I drew myself up as straight as I could. ‘I may be small and I am young, but I am strong and healthy. And I can read and write. I can also copy illustrations or draw what you wish drawn. And I can work with numbers as well.’ My skill with those was not as strong as I would wish it to be but I deemed that was close enough to the truth. If I were selling myself to a slaver, I’d best present myself as a good bargain.
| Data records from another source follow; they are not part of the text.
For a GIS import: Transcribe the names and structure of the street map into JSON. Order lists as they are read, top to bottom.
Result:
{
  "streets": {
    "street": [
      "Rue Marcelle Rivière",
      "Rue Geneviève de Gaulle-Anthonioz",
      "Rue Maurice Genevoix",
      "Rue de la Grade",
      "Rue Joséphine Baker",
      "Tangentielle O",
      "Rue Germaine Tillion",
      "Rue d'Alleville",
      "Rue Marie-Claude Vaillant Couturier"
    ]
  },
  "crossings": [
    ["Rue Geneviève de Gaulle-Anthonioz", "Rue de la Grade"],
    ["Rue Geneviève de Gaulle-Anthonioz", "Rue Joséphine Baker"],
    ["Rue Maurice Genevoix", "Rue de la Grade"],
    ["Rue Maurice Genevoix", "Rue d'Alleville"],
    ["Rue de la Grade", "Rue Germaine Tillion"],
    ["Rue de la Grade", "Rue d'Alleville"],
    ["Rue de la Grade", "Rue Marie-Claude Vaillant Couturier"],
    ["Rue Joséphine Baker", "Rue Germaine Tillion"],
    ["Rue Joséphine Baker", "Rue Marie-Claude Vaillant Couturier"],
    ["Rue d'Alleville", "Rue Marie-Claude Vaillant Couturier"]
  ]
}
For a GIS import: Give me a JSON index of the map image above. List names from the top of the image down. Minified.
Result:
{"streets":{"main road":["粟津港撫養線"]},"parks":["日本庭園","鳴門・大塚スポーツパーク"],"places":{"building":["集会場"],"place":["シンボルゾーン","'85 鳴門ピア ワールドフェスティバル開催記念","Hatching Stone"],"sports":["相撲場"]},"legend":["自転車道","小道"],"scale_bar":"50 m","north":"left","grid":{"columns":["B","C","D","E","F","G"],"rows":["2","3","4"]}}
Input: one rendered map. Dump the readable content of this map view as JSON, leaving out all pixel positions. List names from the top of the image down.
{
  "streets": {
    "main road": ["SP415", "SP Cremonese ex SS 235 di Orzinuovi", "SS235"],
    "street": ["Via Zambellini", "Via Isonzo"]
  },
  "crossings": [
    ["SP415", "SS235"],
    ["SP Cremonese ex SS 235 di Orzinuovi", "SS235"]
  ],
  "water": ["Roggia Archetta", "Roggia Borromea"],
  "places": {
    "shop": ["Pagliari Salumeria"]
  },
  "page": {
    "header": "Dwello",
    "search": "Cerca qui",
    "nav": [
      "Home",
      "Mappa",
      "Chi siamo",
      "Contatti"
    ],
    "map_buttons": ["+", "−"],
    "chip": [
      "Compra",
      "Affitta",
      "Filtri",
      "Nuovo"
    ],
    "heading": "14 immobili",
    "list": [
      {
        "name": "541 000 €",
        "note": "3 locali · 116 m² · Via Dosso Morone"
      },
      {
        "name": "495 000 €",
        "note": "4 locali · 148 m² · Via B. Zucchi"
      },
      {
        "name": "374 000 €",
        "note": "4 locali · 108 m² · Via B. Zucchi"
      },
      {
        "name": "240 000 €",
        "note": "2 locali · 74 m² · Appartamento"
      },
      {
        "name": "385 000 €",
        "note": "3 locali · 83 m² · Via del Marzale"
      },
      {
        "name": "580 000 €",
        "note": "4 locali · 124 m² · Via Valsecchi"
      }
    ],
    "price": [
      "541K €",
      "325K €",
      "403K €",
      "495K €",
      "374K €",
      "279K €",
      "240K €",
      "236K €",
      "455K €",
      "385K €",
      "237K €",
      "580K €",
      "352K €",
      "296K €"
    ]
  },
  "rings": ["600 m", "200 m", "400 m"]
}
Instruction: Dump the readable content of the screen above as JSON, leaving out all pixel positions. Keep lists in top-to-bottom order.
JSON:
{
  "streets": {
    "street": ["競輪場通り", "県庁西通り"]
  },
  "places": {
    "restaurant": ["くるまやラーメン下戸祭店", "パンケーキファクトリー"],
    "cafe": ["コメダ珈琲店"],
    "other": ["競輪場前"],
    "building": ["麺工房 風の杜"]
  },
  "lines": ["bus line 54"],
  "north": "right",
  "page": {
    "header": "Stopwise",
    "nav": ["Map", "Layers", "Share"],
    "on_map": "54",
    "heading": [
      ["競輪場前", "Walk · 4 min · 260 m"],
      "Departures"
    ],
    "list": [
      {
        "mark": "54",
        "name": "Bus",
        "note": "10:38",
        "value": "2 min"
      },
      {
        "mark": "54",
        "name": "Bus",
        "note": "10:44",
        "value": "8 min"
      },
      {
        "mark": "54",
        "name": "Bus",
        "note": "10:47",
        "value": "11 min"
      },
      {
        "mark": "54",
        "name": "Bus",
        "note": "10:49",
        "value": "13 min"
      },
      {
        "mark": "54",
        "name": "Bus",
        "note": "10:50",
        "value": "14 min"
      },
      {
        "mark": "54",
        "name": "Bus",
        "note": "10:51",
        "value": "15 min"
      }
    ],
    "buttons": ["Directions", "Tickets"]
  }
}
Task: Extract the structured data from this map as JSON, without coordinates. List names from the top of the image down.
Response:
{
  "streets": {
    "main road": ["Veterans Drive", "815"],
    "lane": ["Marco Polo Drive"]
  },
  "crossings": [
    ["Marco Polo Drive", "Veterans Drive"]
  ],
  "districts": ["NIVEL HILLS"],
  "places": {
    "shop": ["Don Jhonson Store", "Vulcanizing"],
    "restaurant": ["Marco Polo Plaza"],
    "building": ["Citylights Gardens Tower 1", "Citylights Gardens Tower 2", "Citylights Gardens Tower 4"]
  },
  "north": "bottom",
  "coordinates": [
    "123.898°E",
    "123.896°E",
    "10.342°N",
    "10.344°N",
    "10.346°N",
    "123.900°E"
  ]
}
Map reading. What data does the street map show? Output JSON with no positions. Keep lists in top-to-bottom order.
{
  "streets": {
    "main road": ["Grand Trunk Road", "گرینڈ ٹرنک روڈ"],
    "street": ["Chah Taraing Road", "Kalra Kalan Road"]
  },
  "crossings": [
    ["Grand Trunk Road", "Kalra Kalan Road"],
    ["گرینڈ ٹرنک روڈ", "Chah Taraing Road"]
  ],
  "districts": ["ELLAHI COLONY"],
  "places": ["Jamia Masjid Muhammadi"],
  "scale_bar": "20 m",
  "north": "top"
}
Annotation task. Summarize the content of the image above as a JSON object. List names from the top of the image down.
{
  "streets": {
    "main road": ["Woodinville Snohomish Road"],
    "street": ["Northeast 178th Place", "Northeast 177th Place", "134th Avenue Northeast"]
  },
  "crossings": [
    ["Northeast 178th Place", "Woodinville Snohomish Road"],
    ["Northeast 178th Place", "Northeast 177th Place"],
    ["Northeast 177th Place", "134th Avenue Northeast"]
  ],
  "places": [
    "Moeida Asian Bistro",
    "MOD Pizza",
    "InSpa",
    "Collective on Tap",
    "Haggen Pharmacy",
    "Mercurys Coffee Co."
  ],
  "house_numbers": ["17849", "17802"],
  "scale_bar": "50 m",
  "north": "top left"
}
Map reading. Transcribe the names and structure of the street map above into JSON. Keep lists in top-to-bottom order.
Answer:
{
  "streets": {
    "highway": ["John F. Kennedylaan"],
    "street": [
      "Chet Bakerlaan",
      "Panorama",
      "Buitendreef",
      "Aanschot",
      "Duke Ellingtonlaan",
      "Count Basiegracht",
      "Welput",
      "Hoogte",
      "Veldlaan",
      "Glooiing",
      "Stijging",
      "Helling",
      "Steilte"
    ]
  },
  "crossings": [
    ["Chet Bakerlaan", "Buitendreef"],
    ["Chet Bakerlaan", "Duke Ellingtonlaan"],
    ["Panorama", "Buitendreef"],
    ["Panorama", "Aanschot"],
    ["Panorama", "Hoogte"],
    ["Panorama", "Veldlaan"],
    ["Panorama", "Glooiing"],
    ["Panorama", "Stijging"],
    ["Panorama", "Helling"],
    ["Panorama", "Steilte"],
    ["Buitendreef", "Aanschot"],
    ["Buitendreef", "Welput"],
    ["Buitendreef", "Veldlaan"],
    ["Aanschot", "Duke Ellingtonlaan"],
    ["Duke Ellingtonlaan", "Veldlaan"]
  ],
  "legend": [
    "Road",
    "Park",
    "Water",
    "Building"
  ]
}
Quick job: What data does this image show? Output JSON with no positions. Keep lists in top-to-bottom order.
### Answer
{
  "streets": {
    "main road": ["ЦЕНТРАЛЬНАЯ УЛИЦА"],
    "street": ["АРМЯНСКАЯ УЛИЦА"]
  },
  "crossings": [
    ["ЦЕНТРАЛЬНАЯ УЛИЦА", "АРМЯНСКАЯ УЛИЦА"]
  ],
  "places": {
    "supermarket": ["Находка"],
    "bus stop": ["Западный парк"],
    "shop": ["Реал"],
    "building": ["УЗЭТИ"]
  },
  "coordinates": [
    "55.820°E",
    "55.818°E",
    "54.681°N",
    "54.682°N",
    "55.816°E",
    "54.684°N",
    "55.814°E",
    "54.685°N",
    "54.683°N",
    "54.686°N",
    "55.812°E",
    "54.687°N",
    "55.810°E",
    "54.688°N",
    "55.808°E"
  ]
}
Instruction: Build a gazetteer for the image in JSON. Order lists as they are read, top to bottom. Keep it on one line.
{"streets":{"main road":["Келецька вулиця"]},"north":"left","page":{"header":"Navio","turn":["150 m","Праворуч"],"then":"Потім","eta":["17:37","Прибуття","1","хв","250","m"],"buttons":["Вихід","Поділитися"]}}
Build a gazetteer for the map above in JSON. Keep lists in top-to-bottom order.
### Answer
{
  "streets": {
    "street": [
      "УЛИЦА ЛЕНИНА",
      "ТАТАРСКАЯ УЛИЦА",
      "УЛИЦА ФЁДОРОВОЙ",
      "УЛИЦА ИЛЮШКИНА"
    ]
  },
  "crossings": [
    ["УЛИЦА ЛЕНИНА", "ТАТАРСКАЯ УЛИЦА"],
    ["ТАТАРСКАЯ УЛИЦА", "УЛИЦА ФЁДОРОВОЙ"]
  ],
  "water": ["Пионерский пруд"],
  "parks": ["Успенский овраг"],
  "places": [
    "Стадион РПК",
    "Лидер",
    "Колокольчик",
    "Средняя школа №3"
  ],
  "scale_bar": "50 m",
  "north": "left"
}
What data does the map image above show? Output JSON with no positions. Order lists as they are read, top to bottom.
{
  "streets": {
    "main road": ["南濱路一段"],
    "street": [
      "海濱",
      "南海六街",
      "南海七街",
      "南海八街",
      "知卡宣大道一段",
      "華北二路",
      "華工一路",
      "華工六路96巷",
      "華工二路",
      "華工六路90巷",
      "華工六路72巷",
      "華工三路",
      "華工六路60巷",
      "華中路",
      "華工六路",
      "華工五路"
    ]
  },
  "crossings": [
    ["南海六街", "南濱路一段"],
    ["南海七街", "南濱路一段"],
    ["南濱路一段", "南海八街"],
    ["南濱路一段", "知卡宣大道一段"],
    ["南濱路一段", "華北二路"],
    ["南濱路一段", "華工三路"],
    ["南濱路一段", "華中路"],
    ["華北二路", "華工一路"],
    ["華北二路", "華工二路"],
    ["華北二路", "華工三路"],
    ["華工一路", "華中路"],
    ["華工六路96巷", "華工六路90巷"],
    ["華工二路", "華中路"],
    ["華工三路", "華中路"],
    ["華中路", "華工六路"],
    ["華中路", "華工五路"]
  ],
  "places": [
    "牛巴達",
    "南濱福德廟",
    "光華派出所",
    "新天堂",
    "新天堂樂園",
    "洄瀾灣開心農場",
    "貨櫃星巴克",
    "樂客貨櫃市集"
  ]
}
She leaned her elbow on the galley table. It had been terribly difficult to find her alone. I had watched her for a full day, moving from hiding-spot to hiding-spot to track her, and seen how she lingered at the table after the other traders had finished stuffing their food down. I suspected she preferred to eat late and alone rather than endure their gulping and jostling. I had ventured into the galley after the breakfast mob had left. Her unfinished meal was before her. I fought not to stare at it, but I had memorized it. The crusty edge of her bread with traces of butter on it, and a smear of grease on the plate that I longed to catch on the bread or even on the side of my finger. A scraping of porridge in her bowl. I swallowed.
‘And from whom would I be buying you?’
‘No one. I offer myself to you.’
She looked at me silently for a moment. ‘You are selling yourself to me. Really? Where are your parents? Or your master?’
I had prepared my lie as carefully as I could. I’d had three hungry, cold and thirsty days to compose it. Three days of skulking about in the ship, trying to stay out of everyone’s sight while still finding food, water, and a place to relieve myself. It was a large ship but everywhere I had found to hide in had been cold and damp. Curled small and shivering for most hours of the day, I’d had plenty of time to plot my strategy. It was a poor one. Sell myself as a slave to someone who would value the small skills I had. Get off the ship and away from Dwalia. Eventually, find a way to send a message to my father or sister. A good plan, I’d told myself. And then wondered why I didn’t also plan to build a castle or perhaps conquer Chalced. Both of those goals seemed as attainable. I spoke my carefully rehearsed lie.
‘My mother brought me to Chalced and the home of her new husband. He and his older children treat me horribly. So, as we walked in the market, one of his boys began to tease and then chase me. I hid on board this ship. And here I am now, being carried far away from my old home and my mother. I have tried to fend for myself and done poorly at it.’
She took a slow sip of her tea. I could smell it so clearly. It had honey in it, probably fireweed honey. It was hot and steamy and delightful. Why had I never cherished that hot morning cup of tea as it deserved? That thought brought back a rush of memories. Cook Nutmeg in the kitchen, the bustle all around me as I sat on or at the board with simple foods. Bacon. Ah, bacon. Bread toasted with butter melting on it. Tears stung my eyes. That would not do. I swallowed and stood straighter.